My likely unpopular view is that people have become "soft", particularly men.  They want to put in their forty hours at some cushy job, then play the rest of the time, when they should be working 60+ hours and financially caring for their families.    I did the work, brought in the income, etc. so the wife could stay home, not have to work, raise the kids and take care of things around the home.   Might have been able to have a few more things or nicer lifestyle had she worked too, but that isn't the way either of us were raised.

I think both parents working while trying to raise kids leads to a lot of divorces, which results in a lot of screwed up kids.
I guess it depends on what you mean by "soft".  My dad worked as an auto mechanic and mom stayed home.  Neither one of them was "soft" because they did a bunch of work at home after - it was rural, after all, and we were poor.

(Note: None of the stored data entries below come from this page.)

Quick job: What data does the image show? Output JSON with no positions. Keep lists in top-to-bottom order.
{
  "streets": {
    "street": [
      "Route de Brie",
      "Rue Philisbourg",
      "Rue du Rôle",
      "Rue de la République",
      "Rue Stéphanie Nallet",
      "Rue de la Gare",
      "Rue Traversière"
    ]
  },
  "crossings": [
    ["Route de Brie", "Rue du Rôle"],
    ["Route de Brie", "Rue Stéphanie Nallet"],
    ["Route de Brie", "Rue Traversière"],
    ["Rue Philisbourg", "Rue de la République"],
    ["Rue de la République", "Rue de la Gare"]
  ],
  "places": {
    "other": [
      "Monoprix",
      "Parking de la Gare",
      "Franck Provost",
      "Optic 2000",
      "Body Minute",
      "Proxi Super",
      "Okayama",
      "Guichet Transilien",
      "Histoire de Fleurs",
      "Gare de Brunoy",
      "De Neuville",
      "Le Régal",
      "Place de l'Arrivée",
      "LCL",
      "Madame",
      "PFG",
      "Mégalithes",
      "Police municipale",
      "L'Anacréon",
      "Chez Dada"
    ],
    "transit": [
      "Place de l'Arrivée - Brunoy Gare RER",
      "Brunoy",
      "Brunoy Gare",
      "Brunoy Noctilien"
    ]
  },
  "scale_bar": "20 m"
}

vivophoenix is definitely right about the rewriting of history part.  What is "soft" or not depends on a lot on who you were - most wealthy folks have always had it pretty good.

The problem with 60+ hours a week is that you rarely see your children, and of course the other problem is "financially taking care of your family", as if the 1950's model is normal.  It's not, and it never really was.  I can speak in anecdotes (which is not data, but you can read the data in many books like "They Way We Never Were" by Stephanie Coontz).  My mother SAH but was in an abusive marriage and was pretty miserable about it all.  She eventually escaped that via divorced but then drank herself to death.  My neighbor's wife stayed at home, but he beat her.  So, pardon me if I never really liked that 50's model.

My husband works a "cushy" 40 hours a week job.  Well, some weeks it's 45 or 50, and sometimes he travels and works 12 hour days.  But I wouldn't say he "plays" the rest of the time, what with laundry, dishes, home maintenance, being the volunteer math club tutor at the school, caring for our young children.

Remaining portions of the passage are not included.